When I first met Carol, she had lain in a hospital bed for months without responding or showing any sign of awareness.

A scan had revealed substantial damage to the frontal lobes of her brain, which control our important cognitive abilities, such as problem-solving, memory, language and judgment.

In July 2005, the married 23-year-old had been hit by two cars while crossing a busy road. A moment's distraction had redefined the rest of her life. She had repeatedly been tested by neurologists and diagnosed as vegetative. But was she?

Since 1997, I had been using hospital brain scanners to test patients in vegetative states to see if they were in fact still conscious, though trapped in their bodies.

I was working as a research fellow at the University of Cambridge's Addenbrooke's Hospital when I scanned my first 'vegetative' patient, Kate, while showing her photos of her family as she lay inside a brain-scanning machine.

To my amazement, she had shown a response in a part of her brain called the fusiform gyrus. This is associated with facial recognition. Some months later, Kate began to rouse from her vegetative state, though no one can say for sure how this happened.

Kate wrote to me a few years afterwards and urged: 'Please use my case to show people how important the scans are. I was unresponsive and looked hopeless, but the scan showed people I was in there. It was like magic, it found me.'

Since Kate's case, we have been scanning increasing numbers of vegetative patients to find signs of life. Our evidence suggests that 15 to 20 per cent of people in this state — who are assumed to have no more awareness than a head of broccoli — are fully conscious, though they never respond to external stimulation.

They may open their eyes, grunt and groan, occasionally utter isolated words. Like zombies, they appear to live entirely in their own world, devoid of thoughts or feelings. Many really are as incapable of thought as their doctors believe.

But some patients are experiencing something quite different: intact minds adrift deep within damaged bodies and brains. They are trapped in the grey zone between life and death. My colleagues and I were trying to help them emerge.
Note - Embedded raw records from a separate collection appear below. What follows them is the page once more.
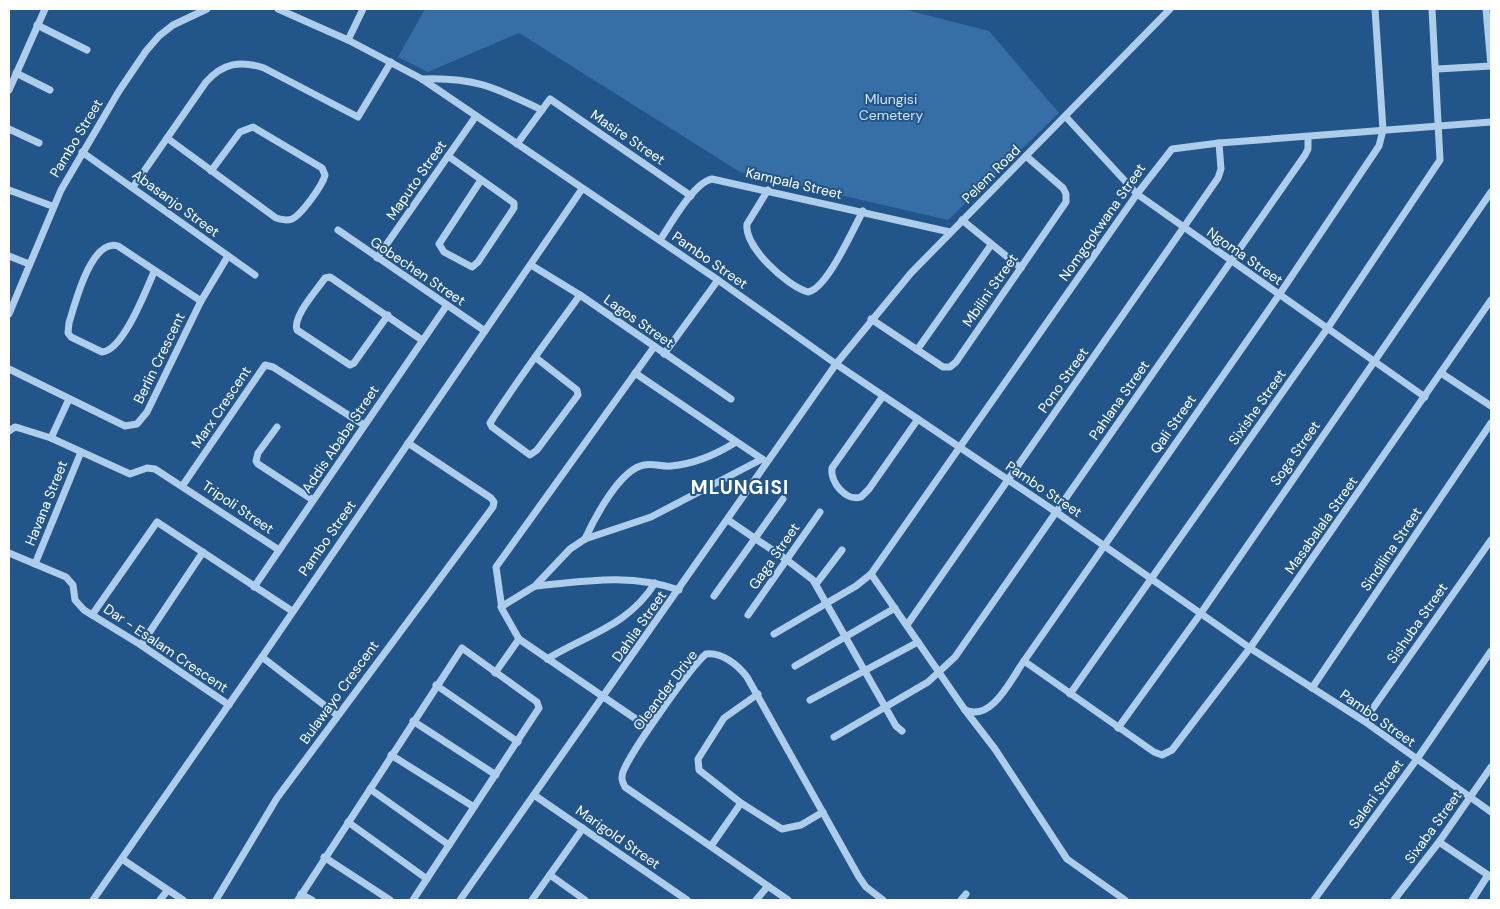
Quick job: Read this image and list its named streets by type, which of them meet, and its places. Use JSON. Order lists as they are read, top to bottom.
{
  "streets": {
    "street": [
      "Masire Street",
      "Pambo Street",
      "Pelem Road",
      "Maputo Street",
      "Kampala Street",
      "Abasanjo Street",
      "Nomgqokwana Street",
      "Ngoma Street",
      "Gobechen Street",
      "Mbilini Street",
      "Lagos Street",
      "Berlin Crescent",
      "Pono Street",
      "Pahlana Street",
      "Marx Crescent",
      "Sixishe Street",
      "Qali Street",
      "Addis Ababa Street",
      "Soga Street",
      "Havana Street",
      "Tripoli Street",
      "Masabalala Street",
      "Sindilina Street",
      "Gaga Street",
      "Sishuba Street",
      "Dahlia Street",
      "Dar - Esalam Crescent",
      "Oleander Drive",
      "Bulawayo Crescent",
      "Saleni Street",
      "Sixaba Street",
      "Marigold Street"
    ]
  },
  "crossings": [
    ["Masire Street", "Kampala Street"],
    ["Pambo Street", "Pelem Road"],
    ["Pambo Street", "Maputo Street"],
    ["Pambo Street", "Kampala Street"],
    ["Pambo Street", "Abasanjo Street"],
    ["Pambo Street", "Nomgqokwana Street"],
    ["Pambo Street", "Gobechen Street"],
    ["Pambo Street", "Lagos Street"],
    ["Pambo Street", "Pono Street"],
    ["Pambo Street", "Pahlana Street"],
    ["Pambo Street", "Sixishe Street"],
    ["Pambo Street", "Qali Street"],
    ["Pambo Street", "Soga Street"],
    ["Pambo Street", "Masabalala Street"],
    ["Pambo Street", "Sindilina Street"],
    ["Pambo Street", "Sishuba Street"],
    ["Pambo Street", "Dahlia Street"],
    ["Pambo Street", "Dar - Esalam Crescent"],
    ["Pambo Street", "Bulawayo Crescent"],
    ["Pambo Street", "Saleni Street"],
    ["Pambo Street", "Sixaba Street"],
    ["Pelem Road", "Kampala Street"],
    ["Pelem Road", "Ngoma Street"],
    ["Pelem Road", "Mbilini Street"],
    ["Pelem Road", "Dahlia Street"],
    ["Maputo Street", "Gobechen Street"],
    ["Abasanjo Street", "Berlin Crescent"],
    ["Nomgqokwana Street", "Ngoma Street"],
    ["Nomgqokwana Street", "Pono Street"],
    ["Nomgqokwana Street", "Pahlana Street"],
    ["Nomgqokwana Street", "Sixishe Street"],
    ["Nomgqokwana Street", "Qali Street"],
    ["Ngoma Street", "Pono Street"],
    ["Ngoma Street", "Pahlana Street"],
    ["Ngoma Street", "Sixishe Street"],
    ["Ngoma Street", "Qali Street"],
    ["Ngoma Street", "Soga Street"],
    ["Ngoma Street", "Masabalala Street"],
    ["Gobechen Street", "Addis Ababa Street"],
    ["Marx Crescent", "Addis Ababa Street"],
    ["Marx Crescent", "Tripoli Street"],
    ["Addis Ababa Street", "Tripoli Street"],
    ["Addis Ababa Street", "Dar - Esalam Crescent"],
    ["Soga Street", "Masabalala Street"],
    ["Havana Street", "Tripoli Street"],
    ["Dahlia Street", "Marigold Street"]
  ],
  "districts": ["MLUNGISI"],
  "parks": ["Mlungisi Cemetery"]
}
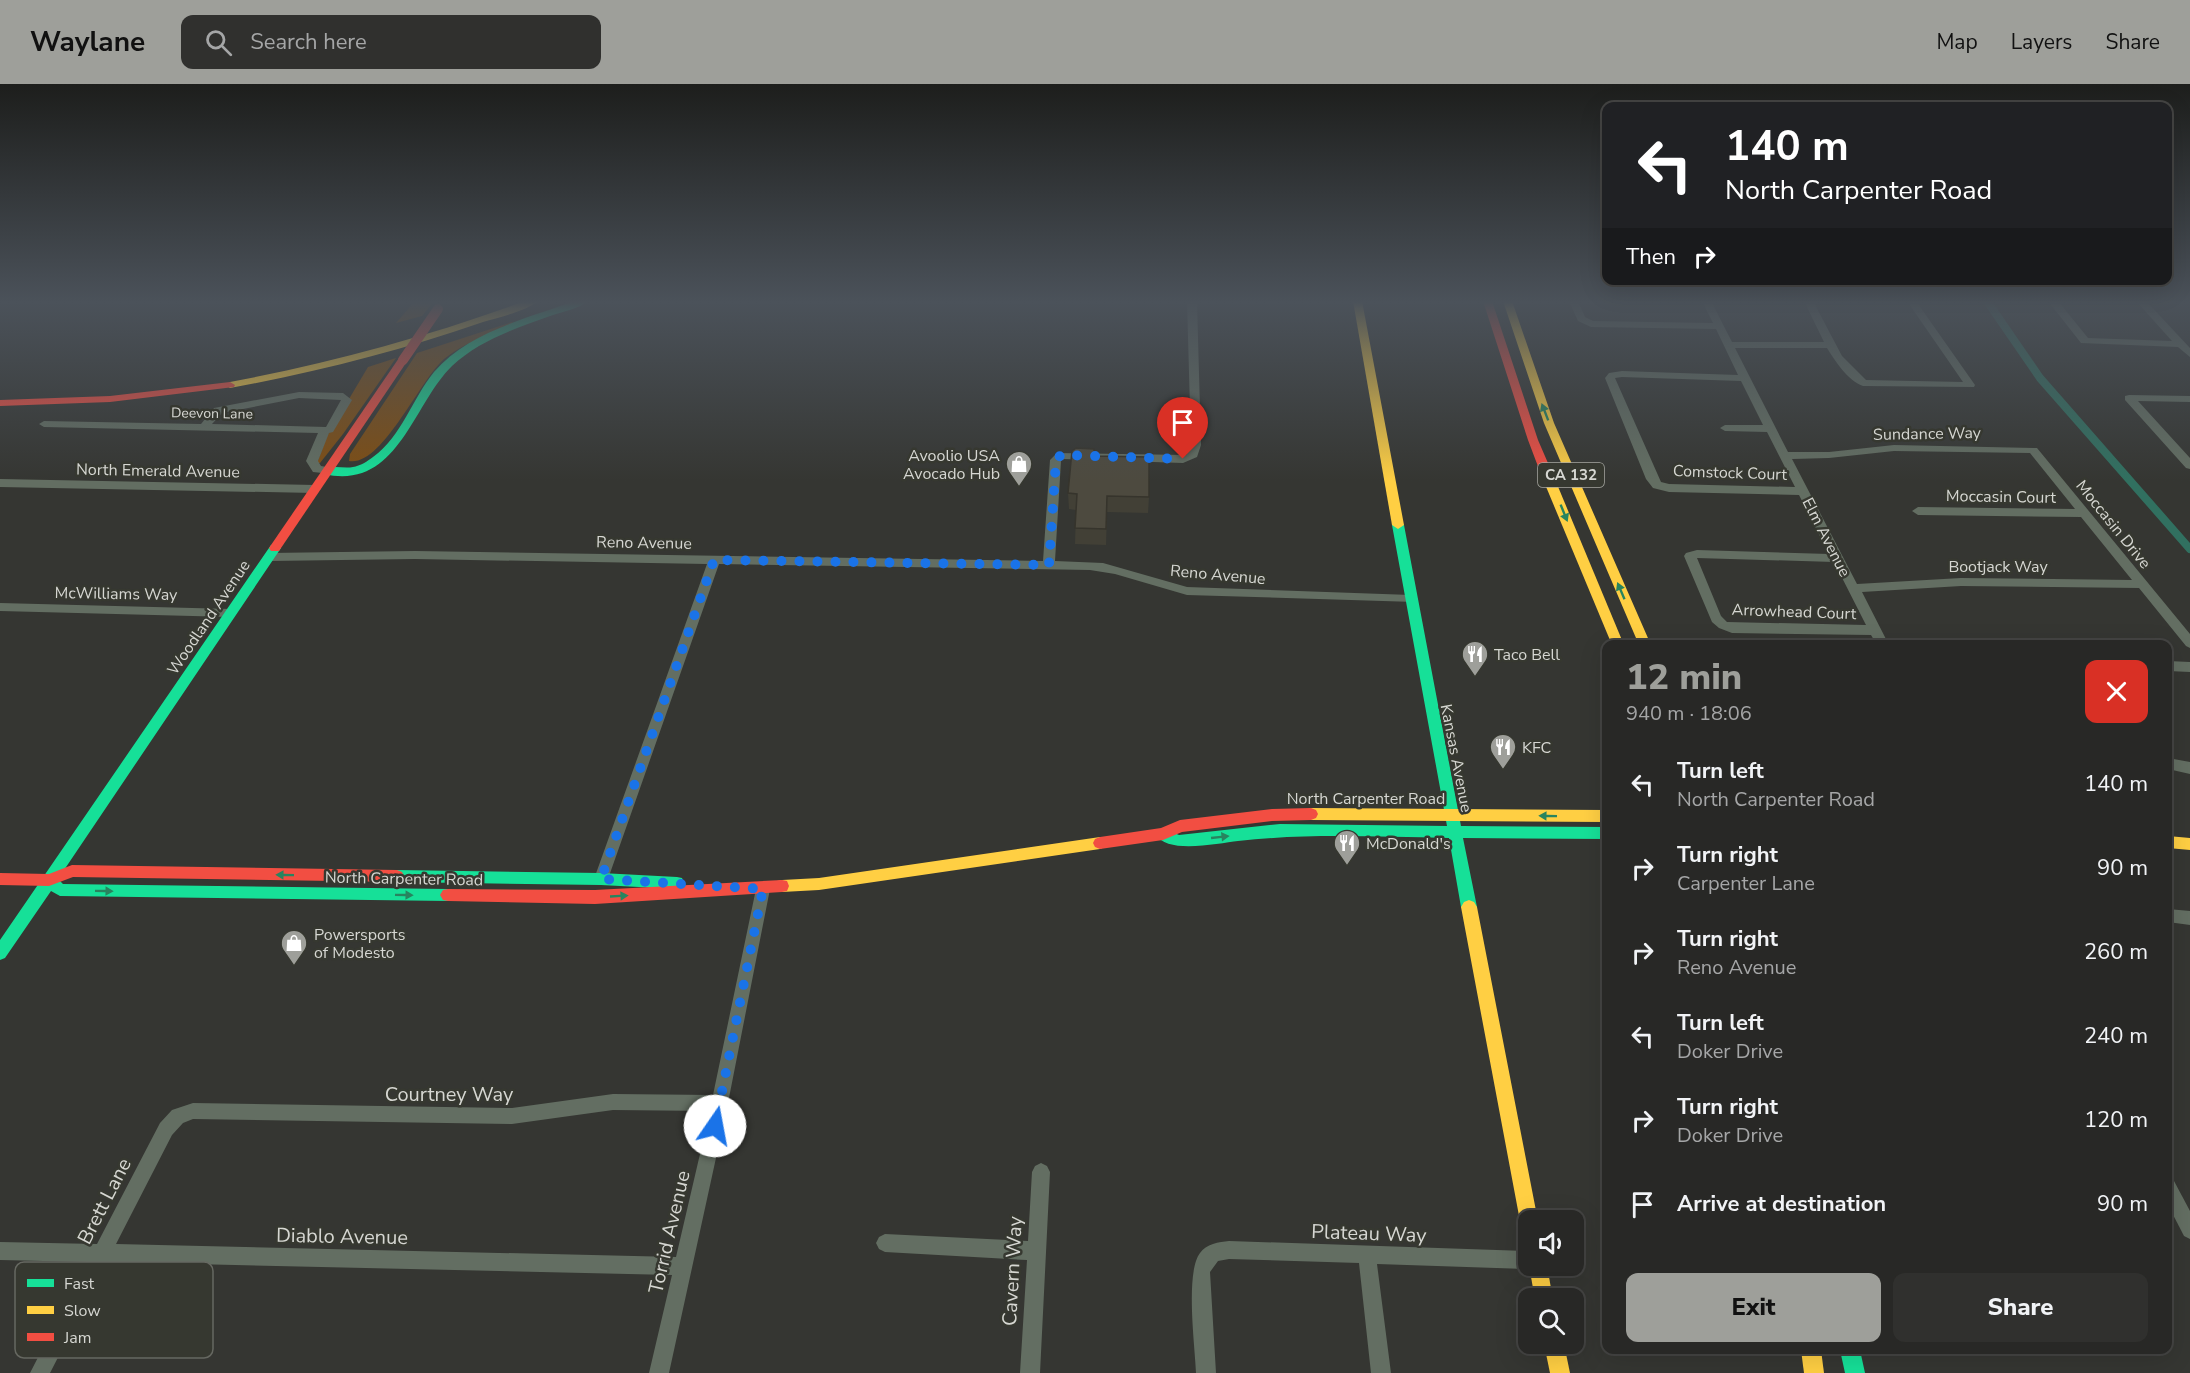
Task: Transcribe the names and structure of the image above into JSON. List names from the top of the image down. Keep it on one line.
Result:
{"streets":{"main road":["CA 132","Woodland Avenue","Kansas Avenue","North Carpenter Road"],"street":["Deevon Lane","Sundance Way","North Emerald Avenue","Comstock Court","Moccasin Court","Moccasin Drive","Elm Avenue","Reno Avenue","Bootjack Way","McWilliams Way","Arrowhead Court","Courtney Way","Brett Lane","Torrid Avenue","Plateau Way","Diablo Avenue","Cavern Way"]},"crossings":[["Sundance Way","Moccasin Drive"],["Sundance Way","Elm Avenue"],["North Emerald Avenue","Woodland Avenue"],["Comstock Court","Elm Avenue"],["Moccasin Court","Moccasin Drive"],["Moccasin Drive","Bootjack Way"],["Elm Avenue","Bootjack Way"],["Elm Avenue","Arrowhead Court"],["Reno Avenue","Woodland Avenue"],["Reno Avenue","Kansas Avenue"],["McWilliams Way","Woodland Avenue"],["Woodland Avenue","North Carpenter Road"],["Kansas Avenue","North Carpenter Road"],["North Carpenter Road","Torrid Avenue"],["Courtney Way","Brett Lane"],["Courtney Way","Torrid Avenue"],["Brett Lane","Diablo Avenue"],["Torrid Avenue","Diablo Avenue"]],"places":{"shop":["Avoolio USA Avocado Hub","Powersports of Modesto"],"restaurant":["Taco Bell","KFC","McDonald's"]},"legend":["Fast","Slow","Jam"],"page":{"header":"Waylane","search":"Search here","nav":["Map","Layers","Share"],"turn":["140 m","North Carpenter Road"],"then":"Then","heading":["12 min","940 m · 18:06"],"list":[{"name":"Turn left","note":"North Carpenter Road","value":"140 m"},{"name":"Turn right","note":"Carpenter Lane","value":"90 m"},{"name":"Turn right","note":"Reno Avenue","value":"260 m"},{"name":"Turn left","note":"Doker Drive","value":"240 m"},{"name":"Turn right","note":"Doker Drive","value":"120 m"},{"name":"Arrive at destination","value":"90 m"}],"buttons":["Exit","Share"]}}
So back to Carol. In 2005, we attempted something entirely new. Rather than simply trying to stimulate patients' brains and see some response, we were going to ask Carol to communicate back to us while she lay in our scanner — a functional magnetic resonance imaging scanner (fMRI). This machine shows which parts of the brain are active by detecting those that are using most oxygen.

We asked Carol to imagine playing tennis — to think about swinging her arm back and forth, a volley here, a drop shot there. We wanted her to imagine she was playing tennis as if her life depended on it.

In one way, it felt like total madness. But we had found that when healthy volunteers imagined playing tennis while in the brain scanner, they all activated an area on the top of the brain known as the premotor cortex. This is involved in preparing to make limb movements.

Now, with Carol inside the scanner, something amazing was happening. Whenever we asked Carol to imagine playing tennis, she would activate her premotor cortex just like the healthy volunteers.

We then asked Carol to do something else — to imagine walking around her home. Our research had shown that when people imagine moving through a familiar environment, it stimulates activity in part of the brain called the parahippocampal gyrus.

We wanted Carol to visualise the furniture, pictures, doors and walls.

When we told her to walk from room to room, her pattern of brain activity was identical to that of healthy volunteers.

It really was like magic. We had found her. I was ecstatic.